Explaining AI’s inability to reason, Subbarao Kambhampati, professor at Arizona State University, said, “The tricky part about reasoning is, if you ask me a question that requires reasoning and I gave an answer to you, on the face of it, you can never tell whether I memorised it.”
A Medium post by James Gondola suggests that AI systems lack their own moral reasoning, which may lead to biases or overlook the subtle ethical factors that human judgement naturally considers.
There are techniques like Chain-of-Thought (CoT) prompting where you prompt the model to break down its reasoning process into a series of intermediate steps. This way, you can clearly understand how the model reached that specific output.

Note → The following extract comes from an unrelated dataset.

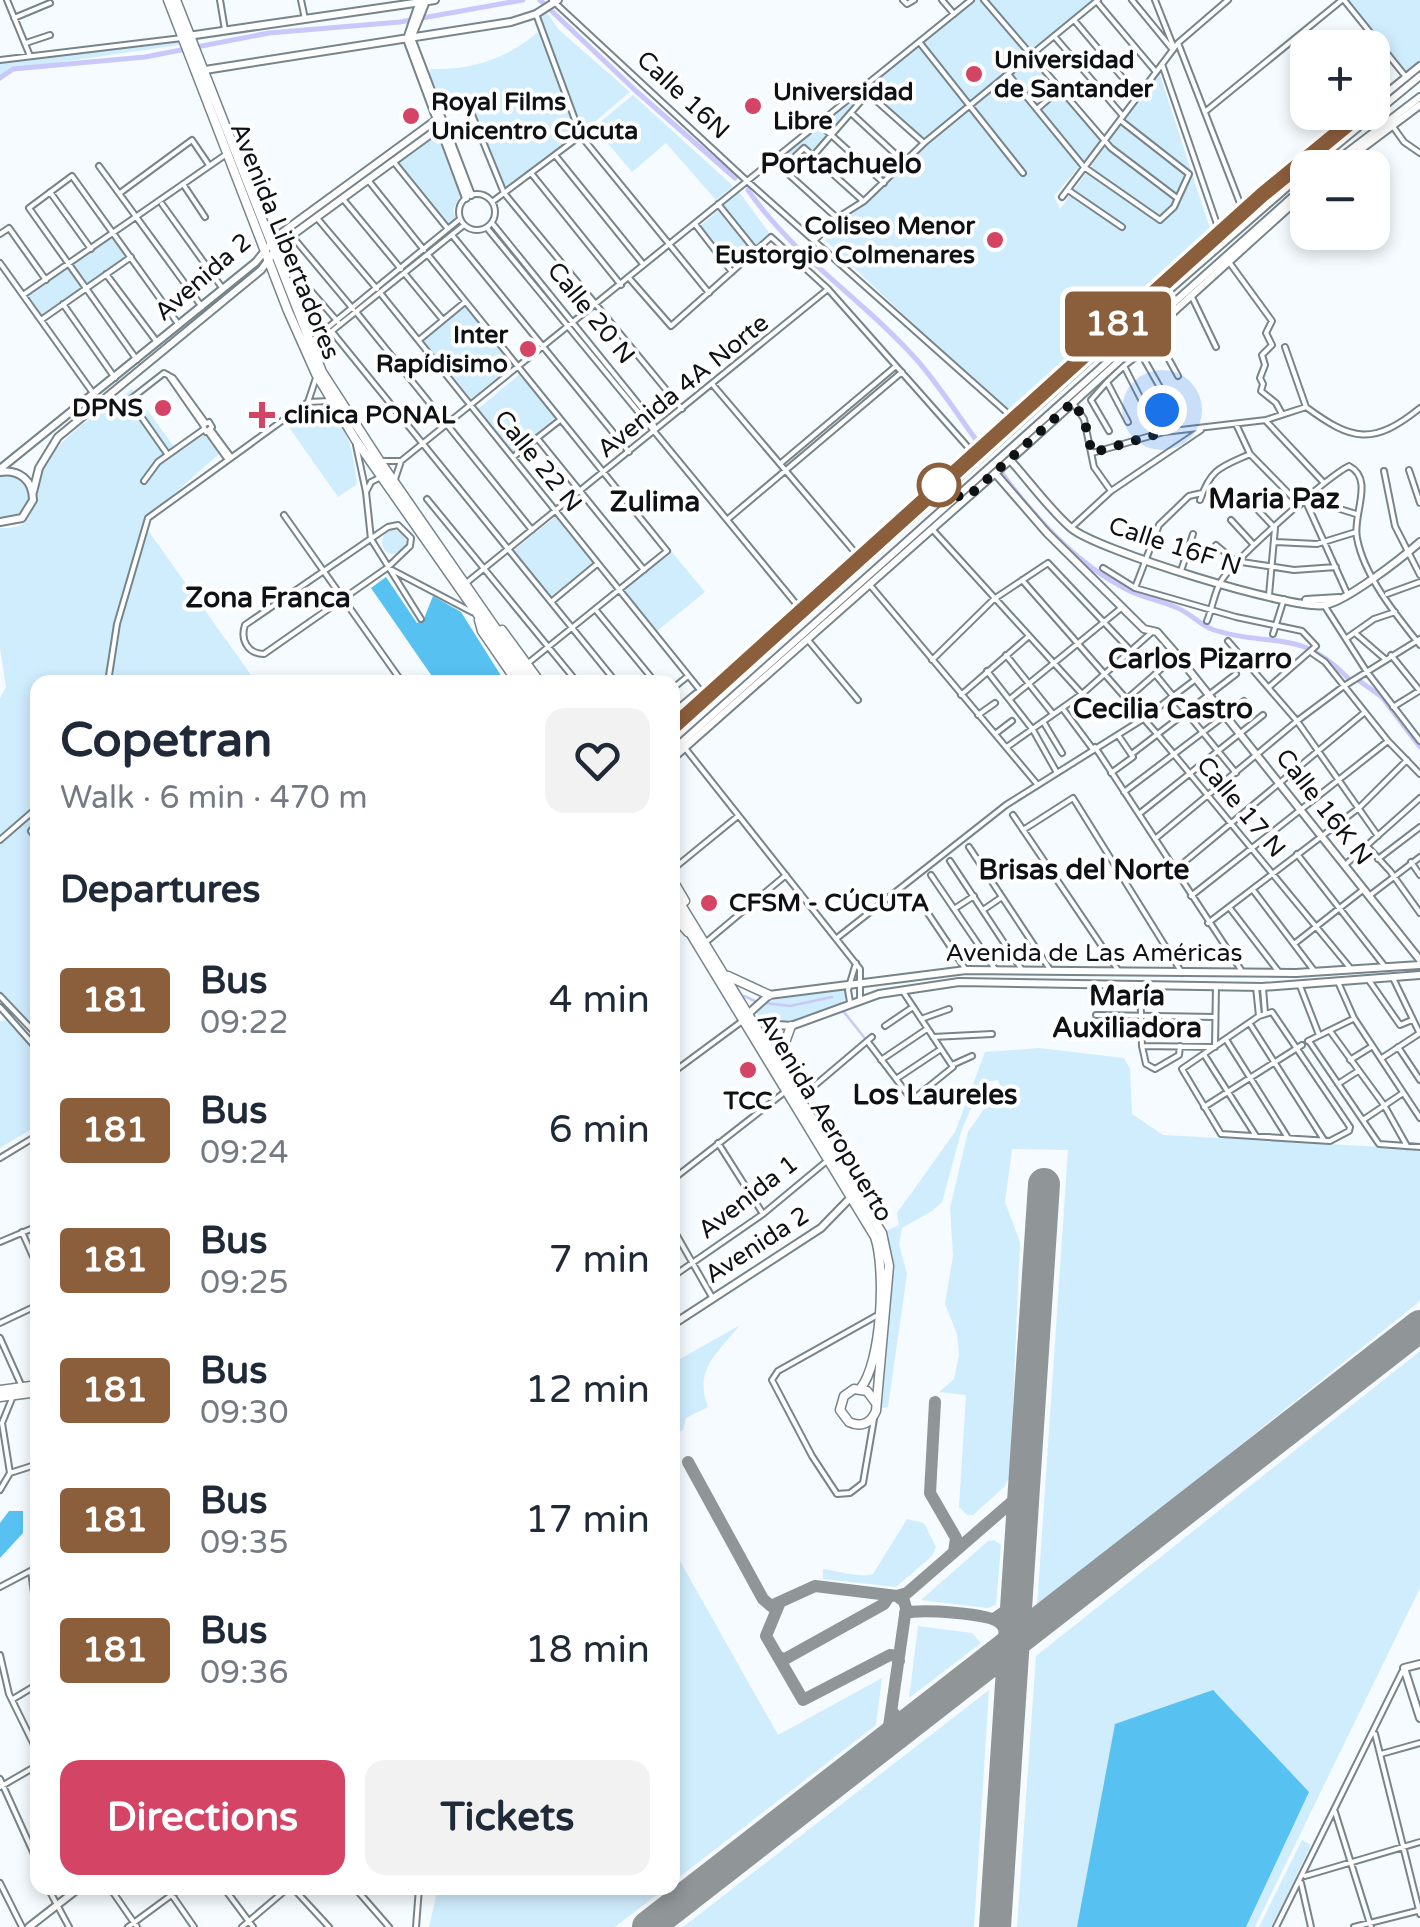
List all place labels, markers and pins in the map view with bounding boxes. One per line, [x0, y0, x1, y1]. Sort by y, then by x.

MIT researchers have proposed a neuro-symbolic AI technique that enables LLMs to better solve natural language, maths, and data analysis problems. It has two key components: neural networks that process and generate natural language and symbolic systems that perform logical reasoning and manipulation of symbols.
By combining these two, neuro-symbolic AI can leverage the strengths of deep learning for handling unstructured data while also incorporating the reasoning capabilities of symbolic systems.